Of the two conclusions to draw from this, COVID recovery is a useful illustration of the first. Considering changes over the past decade in the relationship between Israelis and the Jews of North America, there, too, it is natural to think in terms of transitory disturbances, individual events, and issues that have disrupted the more usual bonds of sympathy, understanding, and shared purpose that were formerly characteristic of the relationship. It is also natural to think about recovering that prior equilibrium and bringing relations back to normal. But here as well it may ultimately be more useful to discard notions of recovery or even to assume that “normal” in the same terms as in the past is achievable.
The second conclusion is to recognize that we require a process of new construction. The way the communities interact and how they deal with individual short-term crises and exigencies will at the same time be laying the foundation bricks for the future overall relationship. Each particular issue we address will not only have a substantive outcome in the short term but will also by virtue of how we choose to confront it have a process outcome and a meaning that will affect what new architecture of relations comes to be.

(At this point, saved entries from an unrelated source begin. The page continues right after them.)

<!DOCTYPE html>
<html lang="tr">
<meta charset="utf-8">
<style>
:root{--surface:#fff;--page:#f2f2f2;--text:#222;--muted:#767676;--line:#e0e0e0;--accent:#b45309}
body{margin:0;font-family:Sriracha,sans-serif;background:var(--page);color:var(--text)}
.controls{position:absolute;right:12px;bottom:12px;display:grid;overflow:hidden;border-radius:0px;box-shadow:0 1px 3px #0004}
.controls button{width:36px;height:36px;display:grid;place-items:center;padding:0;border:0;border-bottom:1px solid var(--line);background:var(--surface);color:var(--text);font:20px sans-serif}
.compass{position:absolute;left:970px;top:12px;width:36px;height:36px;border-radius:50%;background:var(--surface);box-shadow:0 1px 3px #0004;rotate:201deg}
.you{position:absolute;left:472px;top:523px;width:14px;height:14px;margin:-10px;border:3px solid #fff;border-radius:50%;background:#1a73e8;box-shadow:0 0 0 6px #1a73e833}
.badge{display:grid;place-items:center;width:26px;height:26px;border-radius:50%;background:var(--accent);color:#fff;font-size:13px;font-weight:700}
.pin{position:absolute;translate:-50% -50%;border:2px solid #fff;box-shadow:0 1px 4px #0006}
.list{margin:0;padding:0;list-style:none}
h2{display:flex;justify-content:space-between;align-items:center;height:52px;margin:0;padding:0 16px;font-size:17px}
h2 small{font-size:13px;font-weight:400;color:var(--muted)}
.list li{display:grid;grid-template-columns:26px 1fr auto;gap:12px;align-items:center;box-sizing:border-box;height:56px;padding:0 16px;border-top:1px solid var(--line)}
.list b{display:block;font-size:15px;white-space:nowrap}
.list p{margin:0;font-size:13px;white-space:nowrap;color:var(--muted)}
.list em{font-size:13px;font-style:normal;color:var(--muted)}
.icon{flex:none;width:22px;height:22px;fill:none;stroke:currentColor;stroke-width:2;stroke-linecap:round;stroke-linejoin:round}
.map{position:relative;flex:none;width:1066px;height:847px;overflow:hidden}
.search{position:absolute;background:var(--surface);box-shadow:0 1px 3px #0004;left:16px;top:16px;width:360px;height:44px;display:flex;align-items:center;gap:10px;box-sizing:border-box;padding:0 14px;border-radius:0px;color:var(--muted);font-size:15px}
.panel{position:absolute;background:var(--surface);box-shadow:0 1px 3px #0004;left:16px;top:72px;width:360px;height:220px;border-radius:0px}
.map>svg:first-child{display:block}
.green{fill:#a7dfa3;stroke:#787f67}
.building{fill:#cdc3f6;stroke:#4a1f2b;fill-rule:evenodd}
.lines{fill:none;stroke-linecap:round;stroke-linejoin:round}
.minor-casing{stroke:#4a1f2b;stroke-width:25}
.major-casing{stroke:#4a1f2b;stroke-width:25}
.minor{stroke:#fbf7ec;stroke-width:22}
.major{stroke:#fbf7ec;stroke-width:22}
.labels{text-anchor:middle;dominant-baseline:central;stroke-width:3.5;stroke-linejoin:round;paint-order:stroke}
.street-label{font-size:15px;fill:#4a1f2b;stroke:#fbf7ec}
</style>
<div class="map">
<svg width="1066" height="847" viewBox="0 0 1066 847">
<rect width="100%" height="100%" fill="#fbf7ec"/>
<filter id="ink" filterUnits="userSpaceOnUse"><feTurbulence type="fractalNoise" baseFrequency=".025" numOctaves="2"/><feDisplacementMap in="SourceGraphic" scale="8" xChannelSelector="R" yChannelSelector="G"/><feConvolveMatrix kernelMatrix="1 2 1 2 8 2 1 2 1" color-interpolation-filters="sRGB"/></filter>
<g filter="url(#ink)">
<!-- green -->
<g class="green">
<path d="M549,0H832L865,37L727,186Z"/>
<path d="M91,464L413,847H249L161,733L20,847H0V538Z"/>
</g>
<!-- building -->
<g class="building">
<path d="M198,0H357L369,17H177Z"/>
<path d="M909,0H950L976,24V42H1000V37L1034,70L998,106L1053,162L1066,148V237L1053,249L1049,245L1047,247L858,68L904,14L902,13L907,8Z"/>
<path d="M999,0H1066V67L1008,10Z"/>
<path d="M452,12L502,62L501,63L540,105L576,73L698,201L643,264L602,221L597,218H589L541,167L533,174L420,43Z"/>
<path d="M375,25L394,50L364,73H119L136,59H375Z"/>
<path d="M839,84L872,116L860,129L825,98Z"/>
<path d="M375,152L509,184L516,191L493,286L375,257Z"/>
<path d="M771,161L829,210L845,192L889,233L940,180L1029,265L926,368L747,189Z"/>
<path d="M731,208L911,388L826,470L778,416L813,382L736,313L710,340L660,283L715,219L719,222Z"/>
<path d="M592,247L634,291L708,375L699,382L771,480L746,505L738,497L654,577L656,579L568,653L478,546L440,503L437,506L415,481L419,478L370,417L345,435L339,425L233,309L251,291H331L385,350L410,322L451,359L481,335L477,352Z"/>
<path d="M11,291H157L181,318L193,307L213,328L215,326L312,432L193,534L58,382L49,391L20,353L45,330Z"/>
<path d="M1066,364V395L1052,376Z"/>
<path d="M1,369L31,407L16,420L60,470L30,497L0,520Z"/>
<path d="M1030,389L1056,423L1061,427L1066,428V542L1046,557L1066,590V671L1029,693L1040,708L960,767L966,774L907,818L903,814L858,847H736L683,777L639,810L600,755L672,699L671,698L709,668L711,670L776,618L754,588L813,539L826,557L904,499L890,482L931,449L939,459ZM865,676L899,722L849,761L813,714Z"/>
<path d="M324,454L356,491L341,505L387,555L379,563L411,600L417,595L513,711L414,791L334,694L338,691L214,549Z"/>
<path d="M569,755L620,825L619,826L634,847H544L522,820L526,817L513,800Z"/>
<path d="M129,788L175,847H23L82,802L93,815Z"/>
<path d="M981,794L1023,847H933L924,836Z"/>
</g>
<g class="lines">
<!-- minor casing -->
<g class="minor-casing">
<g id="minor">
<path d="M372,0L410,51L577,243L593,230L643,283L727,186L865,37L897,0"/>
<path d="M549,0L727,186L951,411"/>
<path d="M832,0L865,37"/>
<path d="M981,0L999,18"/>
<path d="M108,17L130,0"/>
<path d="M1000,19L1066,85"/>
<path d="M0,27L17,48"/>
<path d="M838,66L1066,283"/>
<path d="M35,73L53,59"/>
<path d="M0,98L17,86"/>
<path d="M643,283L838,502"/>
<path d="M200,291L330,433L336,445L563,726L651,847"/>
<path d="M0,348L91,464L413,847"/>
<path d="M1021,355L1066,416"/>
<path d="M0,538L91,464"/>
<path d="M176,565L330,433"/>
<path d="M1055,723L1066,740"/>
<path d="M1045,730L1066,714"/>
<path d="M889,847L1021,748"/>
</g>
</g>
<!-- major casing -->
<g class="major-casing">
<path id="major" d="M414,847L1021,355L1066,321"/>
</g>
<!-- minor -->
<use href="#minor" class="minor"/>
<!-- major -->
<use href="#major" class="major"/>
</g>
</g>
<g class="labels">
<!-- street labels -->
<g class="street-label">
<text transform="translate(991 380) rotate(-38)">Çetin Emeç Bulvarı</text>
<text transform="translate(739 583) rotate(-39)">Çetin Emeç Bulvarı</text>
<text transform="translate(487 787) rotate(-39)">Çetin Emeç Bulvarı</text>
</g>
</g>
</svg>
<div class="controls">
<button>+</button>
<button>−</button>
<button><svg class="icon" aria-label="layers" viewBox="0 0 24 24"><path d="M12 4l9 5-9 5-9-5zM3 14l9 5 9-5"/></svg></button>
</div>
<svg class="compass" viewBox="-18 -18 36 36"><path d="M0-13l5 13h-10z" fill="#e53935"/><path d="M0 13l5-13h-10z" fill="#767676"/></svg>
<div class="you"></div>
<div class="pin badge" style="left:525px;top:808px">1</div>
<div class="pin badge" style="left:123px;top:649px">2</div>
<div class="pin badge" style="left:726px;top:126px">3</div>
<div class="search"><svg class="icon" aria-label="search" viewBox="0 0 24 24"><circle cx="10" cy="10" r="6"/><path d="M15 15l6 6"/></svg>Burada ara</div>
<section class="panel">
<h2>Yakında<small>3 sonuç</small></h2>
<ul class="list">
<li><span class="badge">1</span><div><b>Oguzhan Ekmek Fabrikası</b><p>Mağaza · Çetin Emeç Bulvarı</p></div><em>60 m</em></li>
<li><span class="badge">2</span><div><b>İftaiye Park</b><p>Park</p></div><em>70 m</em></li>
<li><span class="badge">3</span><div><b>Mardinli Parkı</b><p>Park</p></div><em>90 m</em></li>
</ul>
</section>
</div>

There is another analogy. The US Congress recently passed a major infrastructure bill. Though massive, it was also insufficient to address accumulated needs and was at least a decade overdue. The timing highlighted that while prior generations lived in a world built by their fathers and grandfathers, Americans currently live in a world built by their grandfathers and great-grandfathers. In recent decades, America preferred to live based on legacy and not build for future inheritance. Both US and Israeli Jews have been operating within an inheritance that has been comfortable to presume is capable of patching with quick solutions rather than face the hard task of specifying a common enterprise and then taking the steps to execute it.

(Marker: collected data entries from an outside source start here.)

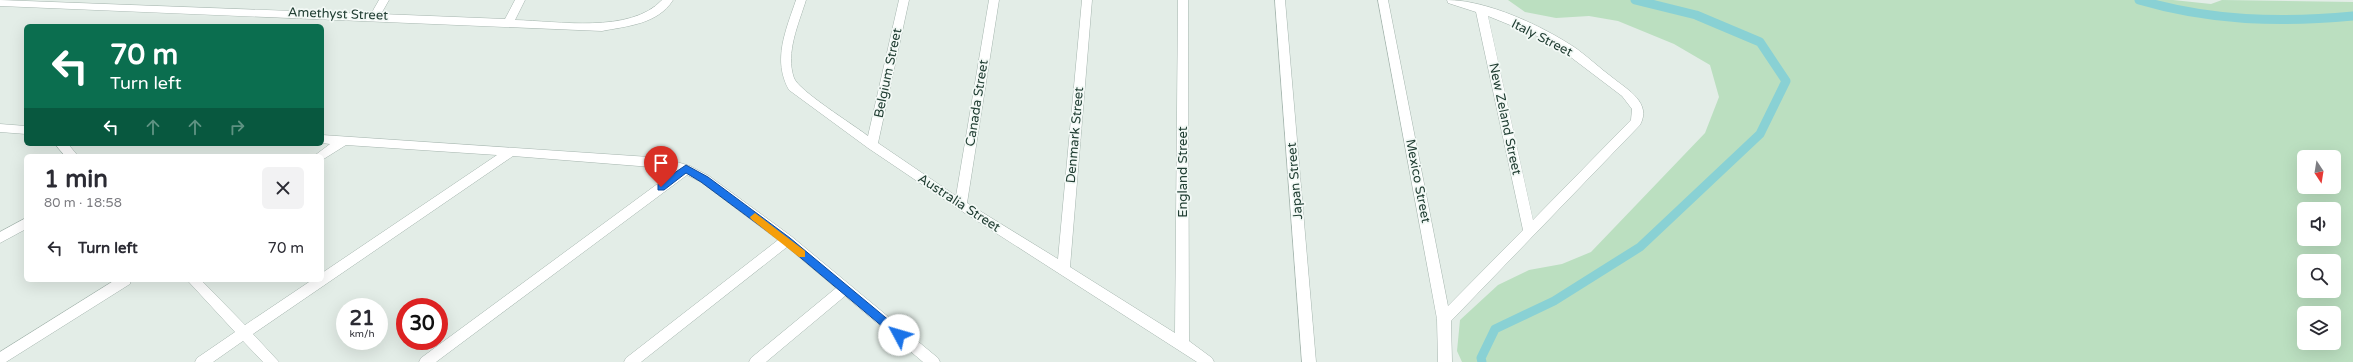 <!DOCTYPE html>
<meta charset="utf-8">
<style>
:root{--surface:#fff;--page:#f2f2f3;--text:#2b2b33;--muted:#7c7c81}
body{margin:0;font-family:"Varela Round",sans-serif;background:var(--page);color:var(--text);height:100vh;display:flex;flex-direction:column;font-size:15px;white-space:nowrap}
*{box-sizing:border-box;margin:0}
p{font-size:13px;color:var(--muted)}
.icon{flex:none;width:22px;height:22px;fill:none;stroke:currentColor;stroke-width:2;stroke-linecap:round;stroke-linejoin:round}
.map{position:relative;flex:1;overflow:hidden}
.panel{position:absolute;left:24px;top:154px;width:300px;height:128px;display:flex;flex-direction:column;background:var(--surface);border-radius:6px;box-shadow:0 4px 16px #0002}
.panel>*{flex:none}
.banner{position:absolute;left:24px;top:24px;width:300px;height:122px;border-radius:6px;box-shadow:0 4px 16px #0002;background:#0b6e4f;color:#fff;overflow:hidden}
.needle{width:26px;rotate:168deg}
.tools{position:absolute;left:2297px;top:150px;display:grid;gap:8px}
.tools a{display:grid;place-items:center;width:44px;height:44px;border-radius:6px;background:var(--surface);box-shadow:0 4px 16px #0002;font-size:20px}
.speed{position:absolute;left:336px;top:298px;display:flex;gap:8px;font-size:20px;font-weight:700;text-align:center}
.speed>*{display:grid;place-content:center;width:52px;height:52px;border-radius:50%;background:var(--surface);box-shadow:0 4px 16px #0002;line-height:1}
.speed small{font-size:10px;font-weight:400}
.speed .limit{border:6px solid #d22;background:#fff;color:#111}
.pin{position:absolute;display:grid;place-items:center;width:34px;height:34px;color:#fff;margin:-41px -17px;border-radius:50% 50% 50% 0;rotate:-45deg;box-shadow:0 0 4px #0007}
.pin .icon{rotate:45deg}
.me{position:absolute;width:44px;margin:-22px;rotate:309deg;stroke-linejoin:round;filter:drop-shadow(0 0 3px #0008)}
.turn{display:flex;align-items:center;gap:14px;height:84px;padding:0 20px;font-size:18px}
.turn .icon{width:52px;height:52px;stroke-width:2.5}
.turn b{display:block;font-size:28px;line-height:34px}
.lanes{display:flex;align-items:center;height:38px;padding:0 20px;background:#0003;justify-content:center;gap:20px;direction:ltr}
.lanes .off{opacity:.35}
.round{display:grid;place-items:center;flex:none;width:42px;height:42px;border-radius:6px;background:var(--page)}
.summary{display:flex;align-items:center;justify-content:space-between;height:68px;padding:0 20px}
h1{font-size:24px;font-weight:700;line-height:30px}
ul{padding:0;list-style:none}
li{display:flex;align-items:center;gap:12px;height:52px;padding:0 20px}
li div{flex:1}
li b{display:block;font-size:15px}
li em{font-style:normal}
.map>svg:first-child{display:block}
.green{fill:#bbdfc0;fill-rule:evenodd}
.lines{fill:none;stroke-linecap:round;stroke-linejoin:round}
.stream{stroke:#89d1d4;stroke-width:9}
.minor-casing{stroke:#a5b5ae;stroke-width:1}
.minor{fill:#fff;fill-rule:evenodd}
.route{fill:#1a73e8;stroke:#114b97}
.slow{fill:#f59e0b}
.labels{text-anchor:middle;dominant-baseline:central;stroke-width:3.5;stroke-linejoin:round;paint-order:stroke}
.street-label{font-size:13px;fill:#223f34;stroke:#f3f9f6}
</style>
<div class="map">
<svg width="2353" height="362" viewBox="0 0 2353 362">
<rect width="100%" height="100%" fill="#e3ede7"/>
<path class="green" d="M1508 0H2173L2211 4 2222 0 2353 2V362H1462L1457 351 1460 320 1498 285 1529 270 1562 264 1591 252 1705 133 1719 97 1710 65 1674 44 1618 21 1589 16 1556 18 1525 12ZM2304 157H2334V187H2304ZM2304 209H2334V239H2304ZM2304 261H2334V291H2304ZM2304 313H2334V343H2304Z"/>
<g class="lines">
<g class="stream">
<path d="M2139 0C2210 21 2280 23 2353 16"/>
<path d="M1482 362 1481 358 1495 329 1554 301 1640 247 1760 134 1786 81 1760 42 1696 15 1635 0"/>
</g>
<g class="minor-casing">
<g id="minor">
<path d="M0 0 371 14 379 0H389L381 14 505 19 515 0H525L515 20C558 21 630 34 662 0H673C658 24 628 26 602 31L0 6Z"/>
<path d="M796 0H806C799 23 785 53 794 78 799 91 854 125 868 136L899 0H909L878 143 956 196 989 0H999L967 203 1058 259 1082 0H1092L1070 267 1175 333 1178 0H1188L1189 341 1212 358 1214 362H1197L957 208 868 148 789 90C772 60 786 30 796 0Z"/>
<path d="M1275 0H1285L1316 362H1302Z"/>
<path d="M1378 0H1388L1448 306 1523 230 1476 12 1448 3 1447 0C1487 0 1543 26 1577 49 1589 58 1601 69 1613 78 1628 90 1652 103 1640 125L1451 321 1452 362H1438L1437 319ZM1488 16 1537 36 1564 52 1622 96 1632 109 1631 120 1533 220Z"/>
<path d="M0 124 26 126V134L0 132Z"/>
<path d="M322 135 664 158 690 166 709 176 791 236 938 358 940 362H923L845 296 766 362H749L751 358 836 288 787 247 641 362H624L626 358 778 240 701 182 687 175 436 362H419L421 358 675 171 664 168 513 156 253 334 279 362H263L243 341 213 362H195L197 358 235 332 187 280H201L245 325 312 280H322V273L497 155 346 145 322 160V156H314L330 144 322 143Z"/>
<path d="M55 144H68L78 156H65Z"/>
<path d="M26 218V229L0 243V232Z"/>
<path d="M115 280H131L130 284 6 362H0V352Z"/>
</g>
</g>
<use href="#minor" class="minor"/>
</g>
<path class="route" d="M686 165 708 177 790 238 903 332V338H896L783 243 701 182 686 173 664 190H658V184Z"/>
<path class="slow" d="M755 213 805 251V257H799L751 219 750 217Z"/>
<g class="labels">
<g class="street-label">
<text transform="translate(338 14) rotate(2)">Amethyst Street</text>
<text transform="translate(1542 38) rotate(27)">Italy Street</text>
<text transform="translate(888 73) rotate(-78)">Belgium Street</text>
<text transform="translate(977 103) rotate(-81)">Canada Street</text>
<text transform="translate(1505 119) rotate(78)">New Zeland Street</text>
<text transform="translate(1075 135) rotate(-85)">Denmark Street</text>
<text transform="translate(1183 172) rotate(-90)">England Street</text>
<text transform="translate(1295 181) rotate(-95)">Japan Street</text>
<text transform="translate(1418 181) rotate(79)">Mexico Street</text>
<text transform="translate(959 203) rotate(33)">Australia Street</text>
</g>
</g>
</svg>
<div class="tools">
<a><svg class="needle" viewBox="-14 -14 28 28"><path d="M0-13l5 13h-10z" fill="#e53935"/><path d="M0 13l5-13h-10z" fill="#7c7c81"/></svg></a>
<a><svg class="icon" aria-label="sound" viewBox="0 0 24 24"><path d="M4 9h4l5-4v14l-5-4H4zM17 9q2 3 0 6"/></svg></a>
<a><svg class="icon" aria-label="search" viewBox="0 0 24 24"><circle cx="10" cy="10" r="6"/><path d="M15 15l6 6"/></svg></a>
<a><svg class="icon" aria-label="layers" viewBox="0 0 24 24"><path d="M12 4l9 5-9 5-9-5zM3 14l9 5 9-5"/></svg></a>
</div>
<div class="speed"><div>21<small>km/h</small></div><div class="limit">30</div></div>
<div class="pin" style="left:661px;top:187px;background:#d93025"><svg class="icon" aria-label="arrive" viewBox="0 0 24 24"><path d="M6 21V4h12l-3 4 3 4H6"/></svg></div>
<svg class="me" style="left:899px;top:335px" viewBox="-20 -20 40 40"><circle r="19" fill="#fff"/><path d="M0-13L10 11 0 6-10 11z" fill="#1a73e8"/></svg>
<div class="banner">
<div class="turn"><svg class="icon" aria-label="left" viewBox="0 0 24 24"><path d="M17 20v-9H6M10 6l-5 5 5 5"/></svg><div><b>70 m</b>Turn left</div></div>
<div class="lanes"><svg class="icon" aria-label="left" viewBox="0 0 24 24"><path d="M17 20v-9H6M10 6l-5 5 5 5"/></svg><svg class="icon off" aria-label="ahead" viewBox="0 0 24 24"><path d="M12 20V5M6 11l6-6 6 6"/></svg><svg class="icon off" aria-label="ahead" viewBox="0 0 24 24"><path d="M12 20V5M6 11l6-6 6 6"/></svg><svg class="icon off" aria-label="right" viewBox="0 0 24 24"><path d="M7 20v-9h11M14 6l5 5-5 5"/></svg></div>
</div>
<section class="panel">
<div class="summary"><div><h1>1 min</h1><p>80 m · 18:58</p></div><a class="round"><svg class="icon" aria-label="close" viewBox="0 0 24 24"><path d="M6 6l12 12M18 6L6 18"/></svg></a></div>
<ul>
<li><svg class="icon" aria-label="left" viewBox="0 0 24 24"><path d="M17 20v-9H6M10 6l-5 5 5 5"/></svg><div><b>Turn left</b></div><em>70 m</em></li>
</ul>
</section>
</div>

There is no Jewish grand council within which clarifying conversations can occur. But the points of contact between the two communities are many. In these venues, begin at the end: define the shared vision for a successful outcome. If it is difficult to articulate, that is where the work must begin. What support does each partner need from the other to meet its objectives within that vision? What messages does each need to be understood by the other? Only after this will it be possible to determine a basis for collaboration as partners.
It may be that these two historical miracles, Israel, and the US, are irrevocably bound on trajectories that take them increasingly beyond the orbit of their former affinity. But that is far from certain. What is clear is that there will be no bouncing back to a quasi-mythical relationship that (perhaps) once was. Only effort will lay down the foundations for what is to come. To paraphrase Rabbi Tarfon, it is not necessary for us to complete this work, but neither are we free to refrain from it. Any longer.